Mia Wasikowska and Josh Hutcherson are the teenage children of a homosexual married couple (Annette Benning and Julianne Moore) who decide to contact and meet their sperm donor (Mark Ruffalo). Predictably, this sets off a chain of strained relations and lots of yelling. Every beat of actual plot movement is predictable, which wouldn't be a problem if any other aspect of the film rose above its premise. Instead we have several characters that never rise above their very broadly painted stereotypes, and a slew of little scenes probably meant to be character development, but are actually scenes that go nowhere and mean nothing and probably shouldn't be in the film at all.

There's also the problem of whose story the film is trying to tell. I don't mean to get all Screenwriting 101 here, but this really contributes to the films aimlessness. We start out with the perspective of both kids, then it quickly narrows to just Mia Wasikowska's. But once Ruffalo becomes a part of the film, the kids cease to mean much and could easily disappear entirely without affecting the plot. It remains a film about adults through the eyes of adults until the very end when they decide it's Wasikowska's eyes again. I thought this back and forth was mostly a way to manipulate my emotions. If you bookend the film with an innocent kid's perspective, it's like, duh, how could you not cry? She's watching her moms fall apart and have to work things out, and it's just sooo sad. But this is not even my biggest problem.

No. My biggest problem is that this family is unbelievable from the get-go. I have a hard time blaming the adult actors, as I know all three of them are some of the best actors working right now, but something is off. Do Moore and Benning really have absolutely no on-screen chemistry, or is the dialogue just so achingly stiff and without any natural flow? I found most verbal interaction in The Kids are All Right to be just that: stiff, flat, fake. And so much of it was horribly over-obvious exposition anyway. To be fair, Lisa Cholodenko is skilled behind the camera, and she does a great job of visually expressing her character's feelings. This really makes all the on-the-nose dialogue just that much more frustrating.

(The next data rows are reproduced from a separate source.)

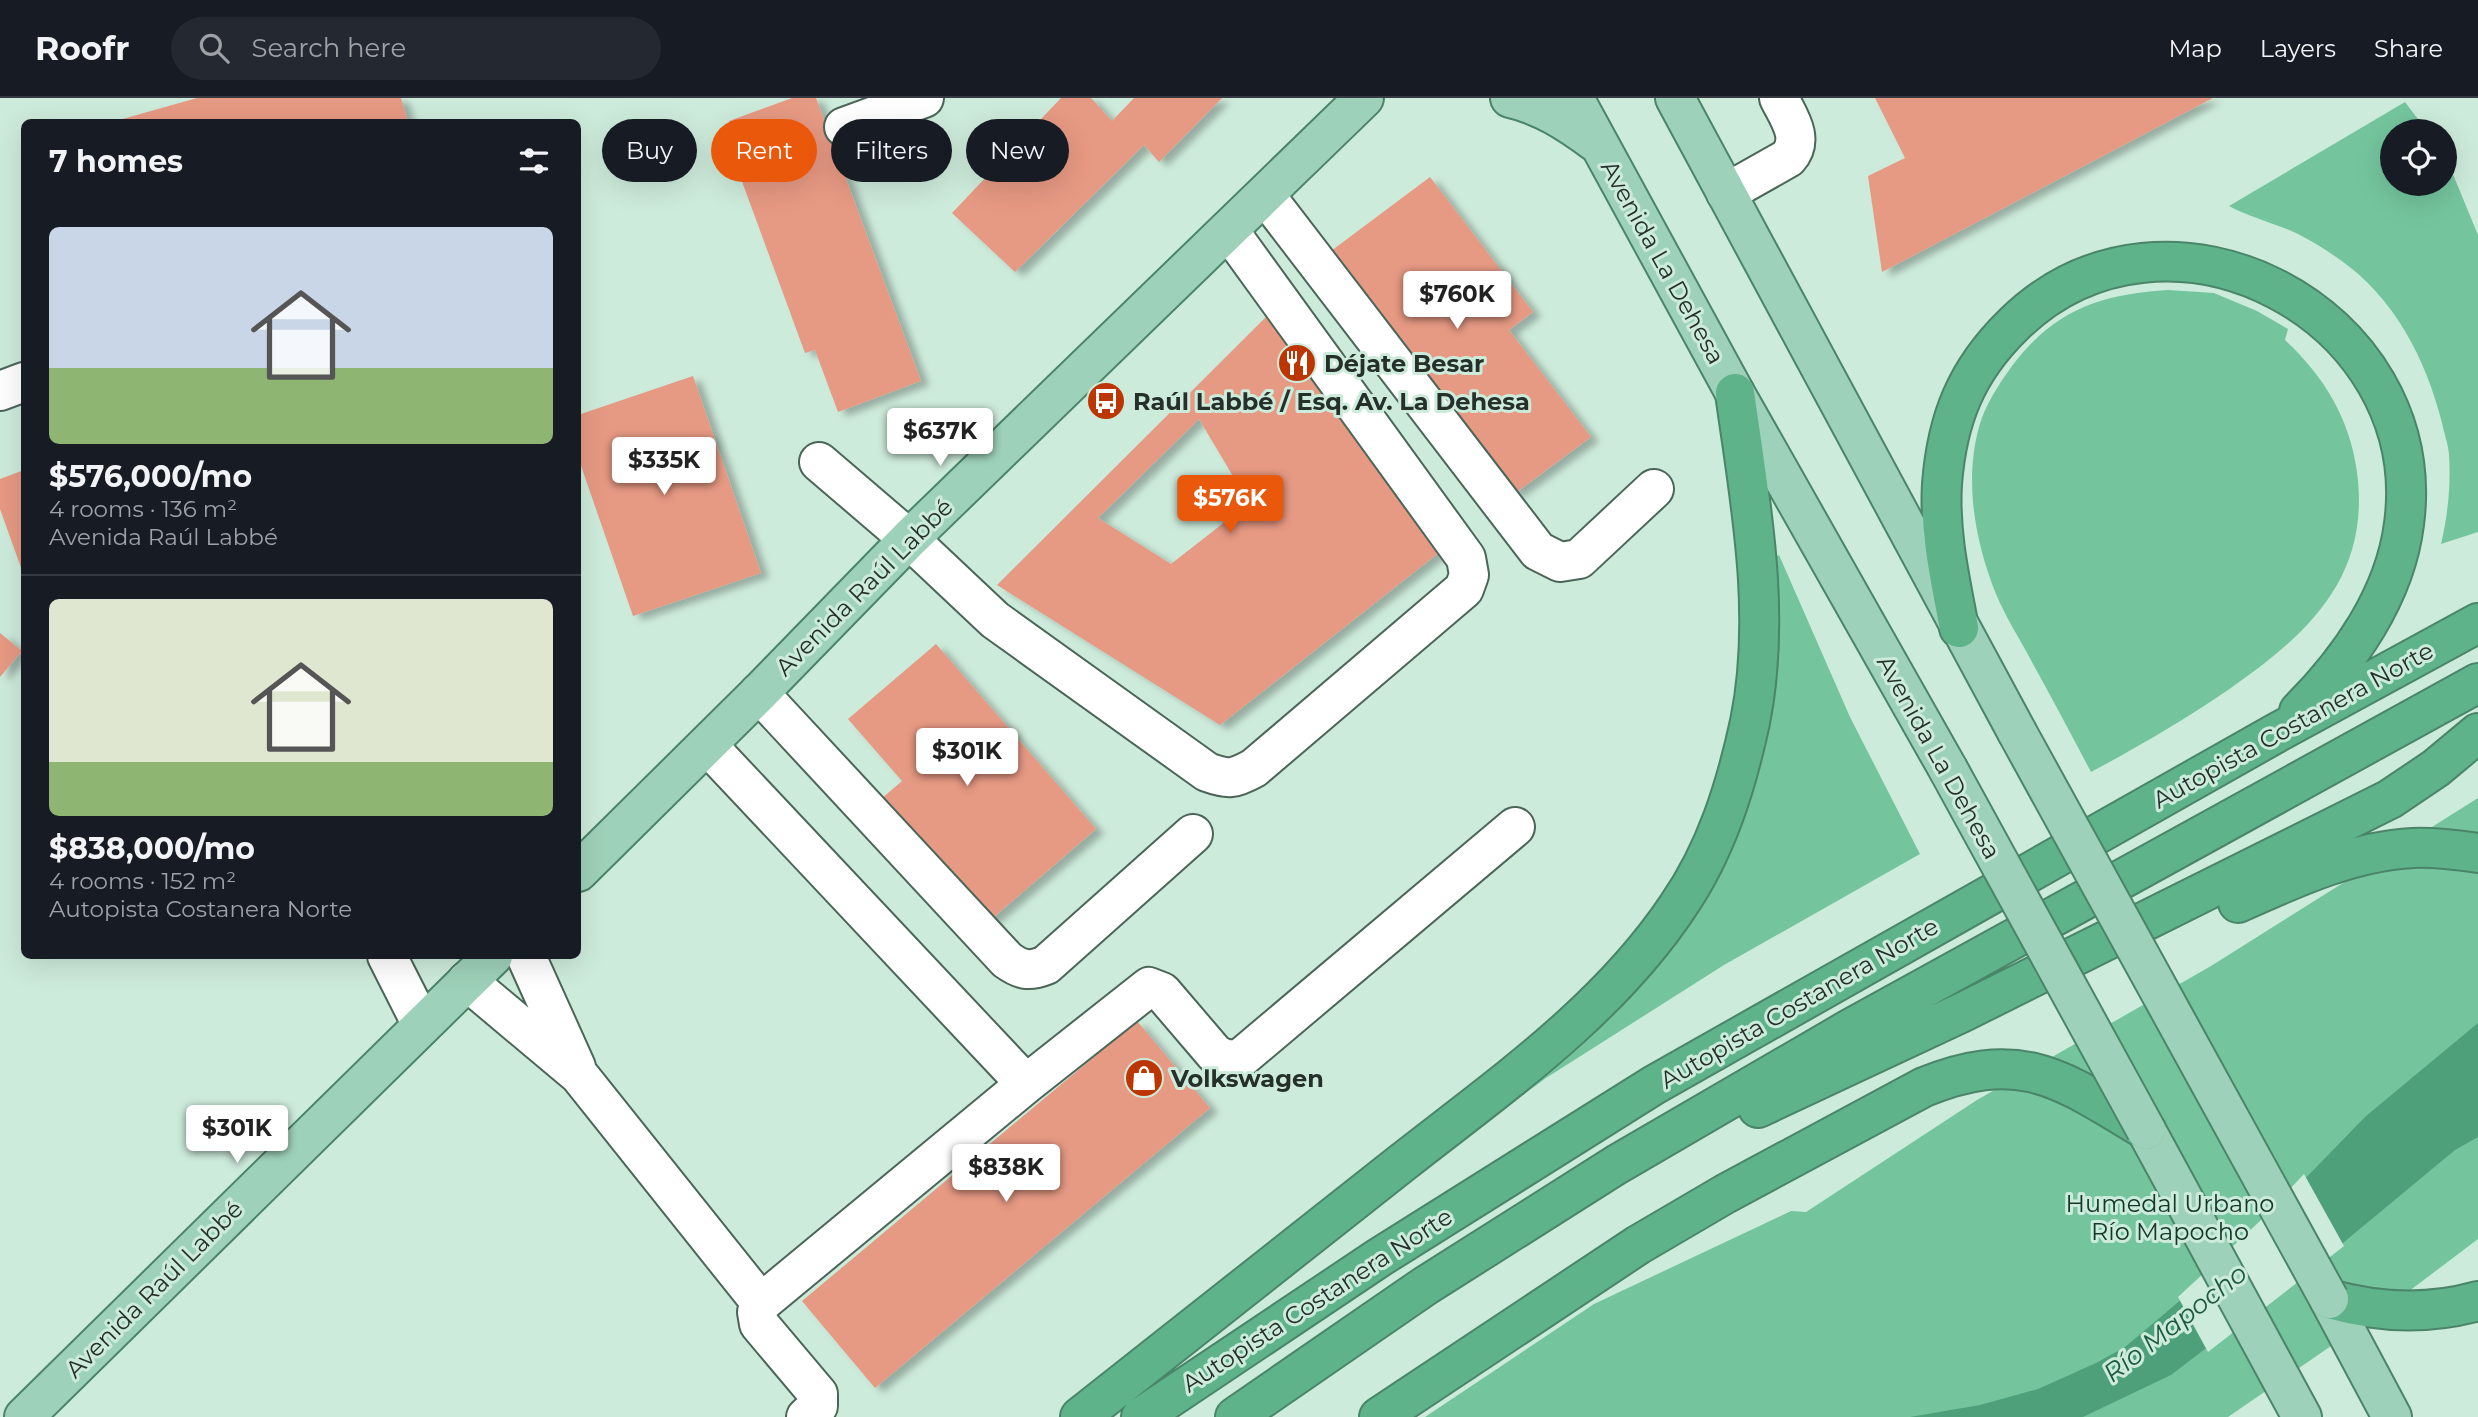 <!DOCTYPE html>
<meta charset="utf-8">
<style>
body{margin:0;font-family:Montserrat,sans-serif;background:#242831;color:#f1f3f6;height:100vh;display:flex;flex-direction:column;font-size:26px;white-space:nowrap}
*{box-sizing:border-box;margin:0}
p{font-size:23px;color:#9ea1a6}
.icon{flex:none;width:38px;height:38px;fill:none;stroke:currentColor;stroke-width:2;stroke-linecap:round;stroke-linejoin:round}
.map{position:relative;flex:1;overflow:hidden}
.side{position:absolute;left:21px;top:21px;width:560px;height:840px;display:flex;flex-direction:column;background:#171b24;border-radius:10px;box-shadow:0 7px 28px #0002}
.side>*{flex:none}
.hud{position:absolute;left:602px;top:21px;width:665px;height:63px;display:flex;gap:14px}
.buttons{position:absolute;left:2380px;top:21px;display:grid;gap:14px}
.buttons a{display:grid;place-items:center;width:77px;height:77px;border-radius:50%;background:#171b24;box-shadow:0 7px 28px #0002;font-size:35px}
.price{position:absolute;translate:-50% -60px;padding:0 16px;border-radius:7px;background:#fff;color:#222;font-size:23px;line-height:46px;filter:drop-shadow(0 2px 4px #0008)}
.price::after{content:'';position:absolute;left:50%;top:42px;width:21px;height:16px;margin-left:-10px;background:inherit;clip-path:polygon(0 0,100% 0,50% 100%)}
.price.current{background:#ea580c;color:#fff}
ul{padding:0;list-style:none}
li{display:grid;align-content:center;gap:14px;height:371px;padding:0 28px}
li+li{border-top:2px solid #363941}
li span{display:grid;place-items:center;height:217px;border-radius:10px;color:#555}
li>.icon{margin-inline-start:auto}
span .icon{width:126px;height:126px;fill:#fffc;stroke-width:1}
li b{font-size:30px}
h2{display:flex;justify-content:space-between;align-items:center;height:84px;padding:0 28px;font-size:30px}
.pill{padding:0 24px;border-radius:32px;background:#171b24;box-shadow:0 7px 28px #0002;font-size:24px;line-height:63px}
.pill.current{background:#ea580c;color:#fff}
header{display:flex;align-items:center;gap:42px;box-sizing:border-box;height:98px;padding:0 35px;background:#171b24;border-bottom:2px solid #363941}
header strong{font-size:33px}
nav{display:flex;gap:38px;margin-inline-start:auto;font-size:24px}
.search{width:490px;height:63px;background:#242831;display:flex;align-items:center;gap:18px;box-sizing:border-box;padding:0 24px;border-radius:38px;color:#9ea1a6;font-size:26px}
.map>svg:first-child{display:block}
.green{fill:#74c59e}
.water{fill:#4ea07b}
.pier{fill:#cdebdb}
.building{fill:#e69983;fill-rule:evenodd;filter:url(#shadow)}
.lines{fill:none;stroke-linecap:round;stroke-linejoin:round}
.minor-casing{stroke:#4b6658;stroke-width:42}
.major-casing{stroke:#4a8569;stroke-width:42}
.highway-casing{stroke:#4a8569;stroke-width:42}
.minor{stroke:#fff;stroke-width:38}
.major{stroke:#9ed1b9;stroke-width:38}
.highway{stroke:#5eb38b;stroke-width:38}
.major-bridge-casing{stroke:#4a8569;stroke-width:42;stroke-linecap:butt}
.major-bridge{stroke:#9ed1b9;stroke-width:38}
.labels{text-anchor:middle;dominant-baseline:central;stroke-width:6;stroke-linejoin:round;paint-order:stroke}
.street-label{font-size:24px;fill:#25302a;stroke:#cdebdb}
.poi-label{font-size:24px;font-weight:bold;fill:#25302a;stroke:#cdebdb;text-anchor:start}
.park-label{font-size:24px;fill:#143828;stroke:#cdebdb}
.water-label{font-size:26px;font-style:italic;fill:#1c5a40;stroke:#cdebdb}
</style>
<header>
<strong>Roofr</strong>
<div class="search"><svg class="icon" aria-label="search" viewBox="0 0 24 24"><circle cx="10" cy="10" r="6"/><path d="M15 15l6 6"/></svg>Search here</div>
<nav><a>Map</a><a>Layers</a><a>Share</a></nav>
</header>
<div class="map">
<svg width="2478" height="1319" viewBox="0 0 2478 1319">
<defs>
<filter id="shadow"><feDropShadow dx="8" dy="4.5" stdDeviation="3.5" flood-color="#0004"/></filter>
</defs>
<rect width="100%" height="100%" fill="#cdebdb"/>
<path class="green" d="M2405 4 2427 33H2392V86H2445V57L2478 137V434L2441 446C2448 416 2451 387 2449 356 2448 345 2444 335 2442 325 2426 261 2394 199 2339 161 2326 152 2312 143 2298 136 2275 125 2251 120 2229 108Z
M2168 192 2214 195 2257 213 2288 231 2285 242C2324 278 2350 321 2357 374 2371 480 2307 537 2228 592 2184 622 2138 649 2091 674 2072 638 2053 602 2033 566 2021 543 2006 520 1996 496 1975 444 1964 383 1979 329 1985 307 1999 286 2012 268 2054 212 2101 196 2168 192Z
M1779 457 1850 619 1920 756 1724 867 1546 980 1452 1049 1704 774 1772 461Z
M2478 700V1141L2392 1206 2228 1319H1425L1594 1206 1791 1113 1806 1114 1977 1002 2211 868Z"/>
<path class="water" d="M2478 925V1039L2455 1052 2332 1154 2171 1277 2083 1319H1910L1980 1307 2038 1291 2096 1265 2125 1249 2189 1195 2261 1126 2366 1018Z"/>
<path class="pier" d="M2304 1076 2344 1148 2208 1254 2178 1199 2259 1124Z"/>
<path class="building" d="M197 0H401L408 24H112Z
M792 0H816L921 283 838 314 815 252 805 255 740 78 748 75 729 23Z
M1061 0H1091L1112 23 1134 0H1222L1159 64 1144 47 1015 174 952 115Z
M1875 0H2213L1882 174 1868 78 1905 60Z
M1430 79 1533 214 1509 232 1591 339 1514 396 1319 162Z
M1273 212 1441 453 1220 627 997 487ZM1199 321 1249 405 1171 466 1098 420Z
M693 278 761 475 633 518 578 359V317Z
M24 372V478L0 411V381Z
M0 535 22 553 0 579Z
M936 546 1096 731 980 831 874 707 902 683 848 621Z
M1137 923 1210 1010 875 1290 802 1203Z"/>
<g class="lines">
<defs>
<path id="minor" d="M844 29 924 0
M1726 95 1788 60C1805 41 1789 20 1779 0
M1265 97 1538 453 1560 464 1579 461 1654 391
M0 293 24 284
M819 364 909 441 995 522 1207 674C1229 682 1234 681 1254 670L1464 491 1469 477 1466 460 1229 133
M759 595 1007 862C1021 872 1029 874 1046 867L1193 736
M707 647 1026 986
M387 858 422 927
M526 858 576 969
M467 883 579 977 761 1205
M806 1319 818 1308V1296L759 1226 757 1214 761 1205 1026 986 1149 889 1162 894 1215 956 1227 962 1241 960 1515 729"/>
<path id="major" d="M1510 0C1542 7 1569 25 1595 44
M1574 0 1735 295 1948 671
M1675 0 2017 634
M578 774 759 595 909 441 1364 0
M2146 1032 2302 1319
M2329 1201 2392 1319
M24 1319 493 858"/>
<path id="highway" d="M1959 530C1950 482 1939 435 1942 386 1947 321 1966 273 2013 227 2166 76 2432 216 2404 426 2395 498 2349 563 2299 613
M2238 805C2294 780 2352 753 2413 750 2435 749 2457 752 2478 755
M1758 1010 1963 914 2390 701 2436 670 2478 635
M2329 1201C2379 1215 2428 1217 2478 1203
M1080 1319C1188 1234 1295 1149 1403 1064 1501 987 1608 913 1678 808 1716 753 1736 689 1750 624 1772 516 1750 402 1735 295
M1141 1319 1380 1159 1654 987 2278 634 2478 525
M1235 1319 1425 1188 1616 1067 1848 932 2478 585
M1379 1319 1638 1147 1725 1096 1924 989C2023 949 2062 982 2146 1032"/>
</defs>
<use href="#minor" class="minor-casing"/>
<use href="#major" class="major-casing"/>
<use href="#highway" class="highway-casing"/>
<use href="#minor" class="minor"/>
<use href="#major" class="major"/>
<use href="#highway" class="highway"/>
<defs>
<path id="major-bridge" d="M2017 634 2329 1201
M1948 671 2146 1032"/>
</defs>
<use href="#major-bridge" class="major-bridge-casing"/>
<use href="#major-bridge" class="major-bridge"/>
</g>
<defs>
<symbol id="restaurant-disc" viewBox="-11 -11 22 22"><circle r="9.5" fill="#bd3500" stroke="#cdebdb"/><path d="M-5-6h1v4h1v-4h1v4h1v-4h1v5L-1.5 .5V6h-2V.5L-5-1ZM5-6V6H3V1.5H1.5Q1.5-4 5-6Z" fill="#fff"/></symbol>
<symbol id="bus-disc" viewBox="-11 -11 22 22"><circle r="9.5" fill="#bd3500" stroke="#cdebdb"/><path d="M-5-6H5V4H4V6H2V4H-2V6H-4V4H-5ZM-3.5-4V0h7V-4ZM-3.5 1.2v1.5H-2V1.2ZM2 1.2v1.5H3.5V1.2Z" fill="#fff"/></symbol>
<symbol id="shop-disc" viewBox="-11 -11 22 22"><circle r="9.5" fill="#bd3500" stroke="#cdebdb"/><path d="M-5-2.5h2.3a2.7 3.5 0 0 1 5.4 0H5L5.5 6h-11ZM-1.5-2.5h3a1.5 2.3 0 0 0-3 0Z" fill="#fff"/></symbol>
</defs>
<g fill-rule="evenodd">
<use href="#restaurant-disc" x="1275" y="243" width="44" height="44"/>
<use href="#bus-disc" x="1084" y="281" width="44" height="44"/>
<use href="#shop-disc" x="1122" y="958" width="44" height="44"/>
</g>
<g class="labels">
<g class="street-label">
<text transform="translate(1663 164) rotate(61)">Avenida La Dehesa</text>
<text transform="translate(864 489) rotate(-45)">Avenida Raúl Labbé</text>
<text transform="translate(2293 627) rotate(-29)">Autopista Costanera Norte</text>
<text transform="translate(1939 659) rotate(61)">Avenida La Dehesa</text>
<text transform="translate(1799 905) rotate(-30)">Autopista Costanera Norte</text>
<text transform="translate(154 1191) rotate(-45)">Avenida Raúl Labbé</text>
<text transform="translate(1317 1202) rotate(-33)">Autopista Costanera Norte</text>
</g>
<g class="poi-label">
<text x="1324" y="265">Déjate Besar</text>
<text x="1133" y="303">Raúl Labbé / Esq. Av. La Dehesa</text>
<text x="1171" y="980">Volkswagen</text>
</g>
<g class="park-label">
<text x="2170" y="1105">Humedal Urbano<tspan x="2170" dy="28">Río Mapocho</tspan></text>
</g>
<g class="water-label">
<text transform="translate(2175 1225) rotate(-38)">Río Mapocho</text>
</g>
</g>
</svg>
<div class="buttons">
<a><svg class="icon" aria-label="locate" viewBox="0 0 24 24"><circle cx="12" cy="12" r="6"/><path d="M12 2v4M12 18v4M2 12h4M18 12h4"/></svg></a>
</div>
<b class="price" style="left:1457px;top:233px">$760K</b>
<b class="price" style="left:940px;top:370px">$637K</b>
<b class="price" style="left:664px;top:399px">$335K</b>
<b class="price current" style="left:1230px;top:437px">$576K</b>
<b class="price" style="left:967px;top:690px">$301K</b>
<b class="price" style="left:237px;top:1067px">$301K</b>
<b class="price" style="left:1006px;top:1106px">$838K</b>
<div class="hud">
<a class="pill">Buy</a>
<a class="pill current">Rent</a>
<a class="pill">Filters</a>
<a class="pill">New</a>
</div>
<section class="side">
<h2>7 homes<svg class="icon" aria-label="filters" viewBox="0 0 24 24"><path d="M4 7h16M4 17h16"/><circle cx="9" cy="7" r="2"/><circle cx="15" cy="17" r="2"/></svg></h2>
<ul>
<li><span style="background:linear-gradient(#c9d6e8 65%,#8fb573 0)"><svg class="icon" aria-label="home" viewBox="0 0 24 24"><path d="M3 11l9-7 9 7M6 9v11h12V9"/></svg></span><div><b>$576,000/mo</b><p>4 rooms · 136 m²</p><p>Avenida Raúl Labbé</p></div></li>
<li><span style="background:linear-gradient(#dfe7d0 75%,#8fb573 0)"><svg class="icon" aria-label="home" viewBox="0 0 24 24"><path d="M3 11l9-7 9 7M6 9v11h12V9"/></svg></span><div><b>$838,000/mo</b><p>4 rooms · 152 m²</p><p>Autopista Costanera Norte</p></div></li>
</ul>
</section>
</div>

I think there is a good movie to mined from this premise, and Cholodenko's camera almost has it. A scene late in the film when Benning discovers a few secrets is absolutely chilling. A shallow focused close-up with Carter Burwell's score quietly building really works as a great scene. But it's also Cholodenko who works against the film. She's a co-writer, and the script feels uncomfortable with its characters. Half of the first act interactions really shoe-horn in the fact that our leads are lesbians, as if it were hard to figure out. Someone should right something for this talented director.


The Kids are All Right: 5/10

So I haven't written about any music lately, but I haven't stopped listening. Arcade Fire's new album, The Suburbs, is good. I actually think it's about half great/half bad, with every great song followed by a boring one. 16 songs tackling the same thing starts to feel a bit overwhelming. Los Campesinos! did this early this year with Romance is Boring, but the album is a good twenty minutes shorter, and almost every song is bursting with life. Arcade Fire also have seem to be dealing with a problem of not having their own sound anymore. This album suffers from how much it resembles any number of '80s groups; from Depeche Mode to Kenny Loggins, The Cure to generic '80s stadium rock. To compare again to a superior album released this year, Titus Andronicus' The Monitor is only 10 songs over the course of an hour, all about one young man's love/hate relationship with his small hometown. They also go for an '80s rock sound, even yelling "Baby, we were born to die" in the opening track. The difference is they mix their love for Bruce and the '80s with punk, country, folk, and other things to make music that feels new and original. Arcade Fire just kind of sounds like the '80s filtered through current indie rock.

But I still like it anyway.

Oh, and the track "Month of May" is embarrassingly terrible.